The worst of it was the shivering terror of Marjorie, and the pitiful eyes she turned on him. But he clenched his teeth and waited, thinking fiercely, watching, like a hovering eagle, a chance to swoop.

But the robbers kept glancing this way and that, and one motion would mean death. They themselves were so overwrought with their own ordeal and its immediate conclusion, that they would have killed anybody. Mallory shifted his foot cautiously, and instantly a gun was jabbed into his stomach, with a snarl: "Don't you move!"
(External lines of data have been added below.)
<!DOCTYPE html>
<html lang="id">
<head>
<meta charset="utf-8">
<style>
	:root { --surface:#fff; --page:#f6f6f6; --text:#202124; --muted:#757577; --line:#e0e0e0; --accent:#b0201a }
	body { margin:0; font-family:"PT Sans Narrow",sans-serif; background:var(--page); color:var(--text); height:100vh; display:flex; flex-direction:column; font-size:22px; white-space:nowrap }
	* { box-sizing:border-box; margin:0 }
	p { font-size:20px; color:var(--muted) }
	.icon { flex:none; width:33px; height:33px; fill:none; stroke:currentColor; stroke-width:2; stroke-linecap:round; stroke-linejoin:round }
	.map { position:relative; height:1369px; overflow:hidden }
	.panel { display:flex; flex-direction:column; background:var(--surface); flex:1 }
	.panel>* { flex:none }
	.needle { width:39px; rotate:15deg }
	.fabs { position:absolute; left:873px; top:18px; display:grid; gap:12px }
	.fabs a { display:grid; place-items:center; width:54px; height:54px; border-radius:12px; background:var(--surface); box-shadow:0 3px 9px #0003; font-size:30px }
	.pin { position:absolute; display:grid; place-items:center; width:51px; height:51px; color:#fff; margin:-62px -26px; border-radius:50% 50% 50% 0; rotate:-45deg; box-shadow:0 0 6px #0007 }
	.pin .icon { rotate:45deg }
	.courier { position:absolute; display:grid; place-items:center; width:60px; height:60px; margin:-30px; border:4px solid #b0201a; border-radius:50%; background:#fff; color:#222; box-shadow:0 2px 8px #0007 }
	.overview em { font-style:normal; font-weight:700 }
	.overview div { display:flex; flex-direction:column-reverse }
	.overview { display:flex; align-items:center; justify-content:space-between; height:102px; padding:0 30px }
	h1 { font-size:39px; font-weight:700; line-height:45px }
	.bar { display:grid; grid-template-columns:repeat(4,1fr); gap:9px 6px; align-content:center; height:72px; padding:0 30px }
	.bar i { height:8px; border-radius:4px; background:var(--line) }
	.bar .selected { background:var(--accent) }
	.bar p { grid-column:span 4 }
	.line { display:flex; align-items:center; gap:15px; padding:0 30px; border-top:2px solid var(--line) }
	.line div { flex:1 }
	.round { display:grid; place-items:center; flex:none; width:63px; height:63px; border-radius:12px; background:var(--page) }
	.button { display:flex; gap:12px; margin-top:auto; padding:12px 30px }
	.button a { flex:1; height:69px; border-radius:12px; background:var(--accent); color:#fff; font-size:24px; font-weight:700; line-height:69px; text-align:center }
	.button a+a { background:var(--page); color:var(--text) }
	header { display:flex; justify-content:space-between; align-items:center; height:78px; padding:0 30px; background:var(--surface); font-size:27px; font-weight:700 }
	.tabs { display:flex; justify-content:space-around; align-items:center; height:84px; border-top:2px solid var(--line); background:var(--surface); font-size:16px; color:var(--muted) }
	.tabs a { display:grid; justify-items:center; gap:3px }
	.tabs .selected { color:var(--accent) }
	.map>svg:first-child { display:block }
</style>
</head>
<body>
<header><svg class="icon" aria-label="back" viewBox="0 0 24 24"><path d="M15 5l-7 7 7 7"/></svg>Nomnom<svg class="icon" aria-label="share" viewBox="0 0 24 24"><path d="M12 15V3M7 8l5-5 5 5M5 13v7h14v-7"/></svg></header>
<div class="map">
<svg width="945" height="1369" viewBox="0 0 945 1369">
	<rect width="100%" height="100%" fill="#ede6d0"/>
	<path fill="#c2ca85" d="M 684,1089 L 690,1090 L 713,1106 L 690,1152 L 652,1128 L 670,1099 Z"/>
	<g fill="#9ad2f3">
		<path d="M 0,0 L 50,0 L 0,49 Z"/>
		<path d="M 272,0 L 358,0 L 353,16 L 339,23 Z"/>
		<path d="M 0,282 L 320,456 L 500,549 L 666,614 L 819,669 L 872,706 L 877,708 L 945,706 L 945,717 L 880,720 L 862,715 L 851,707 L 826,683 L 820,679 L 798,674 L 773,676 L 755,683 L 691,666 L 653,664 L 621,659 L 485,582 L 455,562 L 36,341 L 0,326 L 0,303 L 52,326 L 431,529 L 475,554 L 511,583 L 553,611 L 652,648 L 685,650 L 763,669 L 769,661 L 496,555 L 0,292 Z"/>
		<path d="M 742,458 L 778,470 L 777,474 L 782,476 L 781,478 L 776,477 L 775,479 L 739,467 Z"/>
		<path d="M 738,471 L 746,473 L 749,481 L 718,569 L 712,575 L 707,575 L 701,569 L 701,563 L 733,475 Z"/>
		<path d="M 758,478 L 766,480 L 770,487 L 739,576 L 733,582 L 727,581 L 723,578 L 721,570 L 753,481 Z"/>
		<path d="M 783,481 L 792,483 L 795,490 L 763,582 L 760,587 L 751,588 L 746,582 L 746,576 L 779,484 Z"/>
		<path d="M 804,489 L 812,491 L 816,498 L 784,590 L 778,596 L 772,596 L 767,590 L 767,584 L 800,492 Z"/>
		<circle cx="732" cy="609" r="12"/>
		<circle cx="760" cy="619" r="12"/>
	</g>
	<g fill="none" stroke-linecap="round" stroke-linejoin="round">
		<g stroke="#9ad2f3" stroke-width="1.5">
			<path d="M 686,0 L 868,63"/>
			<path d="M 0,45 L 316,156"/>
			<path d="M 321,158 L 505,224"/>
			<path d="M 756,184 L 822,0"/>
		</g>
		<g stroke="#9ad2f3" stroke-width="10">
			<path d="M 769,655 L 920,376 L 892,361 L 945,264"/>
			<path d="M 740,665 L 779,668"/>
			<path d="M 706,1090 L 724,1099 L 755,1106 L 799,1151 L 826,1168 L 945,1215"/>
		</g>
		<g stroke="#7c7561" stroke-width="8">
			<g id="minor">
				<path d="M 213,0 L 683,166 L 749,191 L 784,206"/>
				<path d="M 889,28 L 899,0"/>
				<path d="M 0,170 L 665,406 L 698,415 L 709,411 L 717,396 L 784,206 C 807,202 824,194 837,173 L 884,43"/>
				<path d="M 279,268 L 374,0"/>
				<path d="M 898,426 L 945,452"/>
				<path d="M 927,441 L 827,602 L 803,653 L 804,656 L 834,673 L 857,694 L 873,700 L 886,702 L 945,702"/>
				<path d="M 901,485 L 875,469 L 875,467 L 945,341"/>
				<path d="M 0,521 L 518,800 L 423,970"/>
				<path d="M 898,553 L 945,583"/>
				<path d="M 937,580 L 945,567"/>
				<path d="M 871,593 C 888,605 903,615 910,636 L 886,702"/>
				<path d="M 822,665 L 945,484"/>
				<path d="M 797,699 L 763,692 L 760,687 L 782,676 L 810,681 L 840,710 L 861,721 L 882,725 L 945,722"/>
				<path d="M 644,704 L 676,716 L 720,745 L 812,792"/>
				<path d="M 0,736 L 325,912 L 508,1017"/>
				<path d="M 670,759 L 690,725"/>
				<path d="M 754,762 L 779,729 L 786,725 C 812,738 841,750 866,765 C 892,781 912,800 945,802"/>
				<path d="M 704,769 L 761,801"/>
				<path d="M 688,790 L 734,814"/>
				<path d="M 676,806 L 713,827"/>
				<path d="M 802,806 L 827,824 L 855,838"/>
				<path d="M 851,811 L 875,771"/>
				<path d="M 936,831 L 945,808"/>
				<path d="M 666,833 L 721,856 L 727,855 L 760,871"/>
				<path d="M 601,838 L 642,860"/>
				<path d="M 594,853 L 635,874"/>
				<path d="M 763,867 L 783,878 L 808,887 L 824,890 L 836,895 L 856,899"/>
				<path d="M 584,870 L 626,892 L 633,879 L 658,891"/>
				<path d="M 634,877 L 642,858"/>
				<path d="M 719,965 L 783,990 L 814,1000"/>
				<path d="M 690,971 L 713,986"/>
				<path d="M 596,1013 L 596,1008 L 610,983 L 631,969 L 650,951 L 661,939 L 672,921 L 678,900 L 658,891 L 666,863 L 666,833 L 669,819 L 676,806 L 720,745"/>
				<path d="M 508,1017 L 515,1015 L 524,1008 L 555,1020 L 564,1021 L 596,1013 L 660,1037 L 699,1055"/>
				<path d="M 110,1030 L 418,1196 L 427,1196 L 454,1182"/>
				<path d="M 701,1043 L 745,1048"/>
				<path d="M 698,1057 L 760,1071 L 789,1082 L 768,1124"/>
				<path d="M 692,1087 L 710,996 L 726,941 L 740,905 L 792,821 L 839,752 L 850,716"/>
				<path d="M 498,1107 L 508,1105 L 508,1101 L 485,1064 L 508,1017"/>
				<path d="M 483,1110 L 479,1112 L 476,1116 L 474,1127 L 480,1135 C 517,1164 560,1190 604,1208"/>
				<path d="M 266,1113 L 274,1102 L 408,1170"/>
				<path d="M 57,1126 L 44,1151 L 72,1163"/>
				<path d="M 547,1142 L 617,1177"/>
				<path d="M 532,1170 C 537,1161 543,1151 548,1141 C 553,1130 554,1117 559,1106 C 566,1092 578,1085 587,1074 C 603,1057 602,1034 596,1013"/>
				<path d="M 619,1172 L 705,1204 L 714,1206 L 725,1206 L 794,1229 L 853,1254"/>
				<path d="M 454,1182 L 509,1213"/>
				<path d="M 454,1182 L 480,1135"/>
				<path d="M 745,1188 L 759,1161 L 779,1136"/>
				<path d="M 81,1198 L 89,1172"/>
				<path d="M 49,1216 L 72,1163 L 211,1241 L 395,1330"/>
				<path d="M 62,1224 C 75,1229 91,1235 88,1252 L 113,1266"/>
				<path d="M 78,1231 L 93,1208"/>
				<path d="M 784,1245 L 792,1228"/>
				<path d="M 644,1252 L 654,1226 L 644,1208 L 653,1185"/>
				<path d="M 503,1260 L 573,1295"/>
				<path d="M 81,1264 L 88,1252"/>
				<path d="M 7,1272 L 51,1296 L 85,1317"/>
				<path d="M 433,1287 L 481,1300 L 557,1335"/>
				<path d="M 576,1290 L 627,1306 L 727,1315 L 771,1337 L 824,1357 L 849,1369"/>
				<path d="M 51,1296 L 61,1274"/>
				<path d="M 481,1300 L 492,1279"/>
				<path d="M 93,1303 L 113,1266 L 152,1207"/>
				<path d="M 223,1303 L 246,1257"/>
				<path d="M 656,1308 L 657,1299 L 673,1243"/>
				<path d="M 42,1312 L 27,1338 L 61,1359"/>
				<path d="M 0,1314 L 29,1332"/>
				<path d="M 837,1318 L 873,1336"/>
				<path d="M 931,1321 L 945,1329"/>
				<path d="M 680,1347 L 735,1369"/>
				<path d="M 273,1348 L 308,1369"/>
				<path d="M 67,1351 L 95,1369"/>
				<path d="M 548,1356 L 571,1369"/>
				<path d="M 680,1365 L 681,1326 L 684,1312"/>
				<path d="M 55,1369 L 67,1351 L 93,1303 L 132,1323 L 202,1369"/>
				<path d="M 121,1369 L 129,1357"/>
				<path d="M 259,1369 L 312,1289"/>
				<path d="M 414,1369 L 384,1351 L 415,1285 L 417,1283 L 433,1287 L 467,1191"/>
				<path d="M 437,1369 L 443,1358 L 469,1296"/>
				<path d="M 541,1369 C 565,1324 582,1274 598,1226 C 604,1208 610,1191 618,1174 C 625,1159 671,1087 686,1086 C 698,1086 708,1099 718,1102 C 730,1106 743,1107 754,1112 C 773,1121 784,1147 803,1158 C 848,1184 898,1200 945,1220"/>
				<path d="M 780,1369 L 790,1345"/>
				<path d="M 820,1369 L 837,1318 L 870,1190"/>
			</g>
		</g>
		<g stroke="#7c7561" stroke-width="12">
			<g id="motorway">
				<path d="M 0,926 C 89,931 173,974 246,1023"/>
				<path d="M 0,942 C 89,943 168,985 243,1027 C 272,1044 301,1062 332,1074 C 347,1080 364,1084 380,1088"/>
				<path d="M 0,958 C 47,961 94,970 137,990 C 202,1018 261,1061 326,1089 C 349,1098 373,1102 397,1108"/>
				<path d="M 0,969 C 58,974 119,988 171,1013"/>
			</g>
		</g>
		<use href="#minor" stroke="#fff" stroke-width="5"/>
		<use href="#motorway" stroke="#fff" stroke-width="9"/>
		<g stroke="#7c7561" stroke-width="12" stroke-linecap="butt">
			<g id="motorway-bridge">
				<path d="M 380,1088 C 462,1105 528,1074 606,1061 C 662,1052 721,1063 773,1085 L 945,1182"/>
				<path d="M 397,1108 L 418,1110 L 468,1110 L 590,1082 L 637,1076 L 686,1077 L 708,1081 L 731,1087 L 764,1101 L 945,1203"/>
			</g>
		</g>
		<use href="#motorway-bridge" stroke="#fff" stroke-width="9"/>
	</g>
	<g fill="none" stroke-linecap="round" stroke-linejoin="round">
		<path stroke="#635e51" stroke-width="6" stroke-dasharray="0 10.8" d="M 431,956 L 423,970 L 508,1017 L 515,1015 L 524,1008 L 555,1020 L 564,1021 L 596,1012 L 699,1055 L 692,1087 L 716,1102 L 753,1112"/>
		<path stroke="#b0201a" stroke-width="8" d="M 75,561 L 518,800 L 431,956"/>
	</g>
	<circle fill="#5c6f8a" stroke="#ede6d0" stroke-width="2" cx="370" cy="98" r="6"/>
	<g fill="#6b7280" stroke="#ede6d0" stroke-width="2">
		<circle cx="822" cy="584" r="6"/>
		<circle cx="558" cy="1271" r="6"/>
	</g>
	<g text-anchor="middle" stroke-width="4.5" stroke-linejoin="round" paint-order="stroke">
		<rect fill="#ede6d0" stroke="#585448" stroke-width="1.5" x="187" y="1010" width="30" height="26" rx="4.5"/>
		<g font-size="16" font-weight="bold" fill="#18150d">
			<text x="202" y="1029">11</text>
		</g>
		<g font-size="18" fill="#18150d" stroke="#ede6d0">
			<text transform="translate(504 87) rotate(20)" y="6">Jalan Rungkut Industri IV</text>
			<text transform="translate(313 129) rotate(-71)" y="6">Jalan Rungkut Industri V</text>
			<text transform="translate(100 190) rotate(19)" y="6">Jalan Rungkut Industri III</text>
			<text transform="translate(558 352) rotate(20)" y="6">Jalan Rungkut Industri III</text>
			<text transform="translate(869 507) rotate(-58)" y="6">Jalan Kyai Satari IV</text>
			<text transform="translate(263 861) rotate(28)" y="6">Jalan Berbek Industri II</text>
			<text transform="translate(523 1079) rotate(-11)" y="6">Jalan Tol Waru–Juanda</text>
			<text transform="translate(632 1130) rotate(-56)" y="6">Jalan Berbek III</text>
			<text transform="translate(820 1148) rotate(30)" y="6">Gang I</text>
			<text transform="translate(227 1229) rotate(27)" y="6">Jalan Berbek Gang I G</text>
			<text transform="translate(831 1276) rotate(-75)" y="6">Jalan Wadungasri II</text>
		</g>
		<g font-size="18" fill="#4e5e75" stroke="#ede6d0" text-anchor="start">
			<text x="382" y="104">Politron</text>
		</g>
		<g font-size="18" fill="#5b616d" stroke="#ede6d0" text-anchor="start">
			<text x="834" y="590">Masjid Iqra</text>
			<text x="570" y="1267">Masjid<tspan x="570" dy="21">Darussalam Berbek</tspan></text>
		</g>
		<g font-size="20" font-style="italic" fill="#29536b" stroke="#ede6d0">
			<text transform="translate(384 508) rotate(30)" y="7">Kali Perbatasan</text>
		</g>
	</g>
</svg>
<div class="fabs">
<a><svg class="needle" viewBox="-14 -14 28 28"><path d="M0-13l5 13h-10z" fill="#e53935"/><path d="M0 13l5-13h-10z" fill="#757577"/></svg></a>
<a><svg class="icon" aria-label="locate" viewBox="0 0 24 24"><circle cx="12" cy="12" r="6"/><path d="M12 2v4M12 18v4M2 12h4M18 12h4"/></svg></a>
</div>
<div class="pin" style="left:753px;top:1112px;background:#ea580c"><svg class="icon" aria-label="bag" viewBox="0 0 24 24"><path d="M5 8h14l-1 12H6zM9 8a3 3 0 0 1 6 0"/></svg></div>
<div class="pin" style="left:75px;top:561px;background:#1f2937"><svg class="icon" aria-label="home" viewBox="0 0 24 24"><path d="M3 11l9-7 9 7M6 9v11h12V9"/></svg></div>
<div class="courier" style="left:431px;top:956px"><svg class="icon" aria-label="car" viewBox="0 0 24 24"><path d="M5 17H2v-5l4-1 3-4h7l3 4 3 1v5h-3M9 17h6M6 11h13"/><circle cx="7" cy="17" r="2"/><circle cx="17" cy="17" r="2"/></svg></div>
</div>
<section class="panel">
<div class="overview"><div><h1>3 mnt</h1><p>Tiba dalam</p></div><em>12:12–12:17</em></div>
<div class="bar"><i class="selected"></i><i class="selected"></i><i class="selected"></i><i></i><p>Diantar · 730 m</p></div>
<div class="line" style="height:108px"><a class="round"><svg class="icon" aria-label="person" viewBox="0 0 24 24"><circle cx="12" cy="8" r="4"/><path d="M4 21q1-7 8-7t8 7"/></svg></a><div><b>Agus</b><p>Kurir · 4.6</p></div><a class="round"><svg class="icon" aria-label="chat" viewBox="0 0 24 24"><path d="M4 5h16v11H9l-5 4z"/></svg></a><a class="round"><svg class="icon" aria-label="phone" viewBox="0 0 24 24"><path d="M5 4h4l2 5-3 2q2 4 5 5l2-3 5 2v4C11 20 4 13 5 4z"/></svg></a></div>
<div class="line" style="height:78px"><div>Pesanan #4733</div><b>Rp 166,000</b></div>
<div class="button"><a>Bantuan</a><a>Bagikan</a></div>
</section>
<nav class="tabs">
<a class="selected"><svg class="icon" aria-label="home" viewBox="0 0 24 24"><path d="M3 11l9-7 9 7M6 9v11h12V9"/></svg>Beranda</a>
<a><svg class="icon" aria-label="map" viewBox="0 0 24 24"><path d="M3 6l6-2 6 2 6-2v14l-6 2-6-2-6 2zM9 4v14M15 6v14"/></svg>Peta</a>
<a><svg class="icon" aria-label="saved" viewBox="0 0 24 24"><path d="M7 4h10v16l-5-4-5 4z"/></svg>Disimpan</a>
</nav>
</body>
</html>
"Who's moving?" Mallory answered, with a poor imitation of a careless laugh.

And now the man called Bill had reached Marjorie's right hand. He chortled: "Golly, look at the shiners."

But Jake, who had chosen Marjorie's left hand, roared:

"Say, you cheated. All I get is this measly plain gold band."

"Oh, don't take that!" Marjorie gasped, clenching her hand.

Mallory's heart ached at the thought of this final sacrilege. He had the license, and the minister at last--and now the fiends were going to carry off the wedding ring. He controlled himself with a desperate effort, and stooped to plead: "Say, old man, don't take that. That's not fair."

"Shut up, both of you," Jake growled, and jabbed him again with the gun.

He gave the ring a jerk, but Marjorie, in the very face of the weapon, would not let go. She struggled and tugged, weeping and imploring: "Oh, don't, don't take that! It's my wedding ring."

"Agh, what do I care!" the ruffian snarled, and wrenched her finger so viciously that she gave a little cry of pain.

That broke Mallory's heart. With a wild, bellowing, "Damn you!" he hurled himself at the man, with only his bare hands for weapons.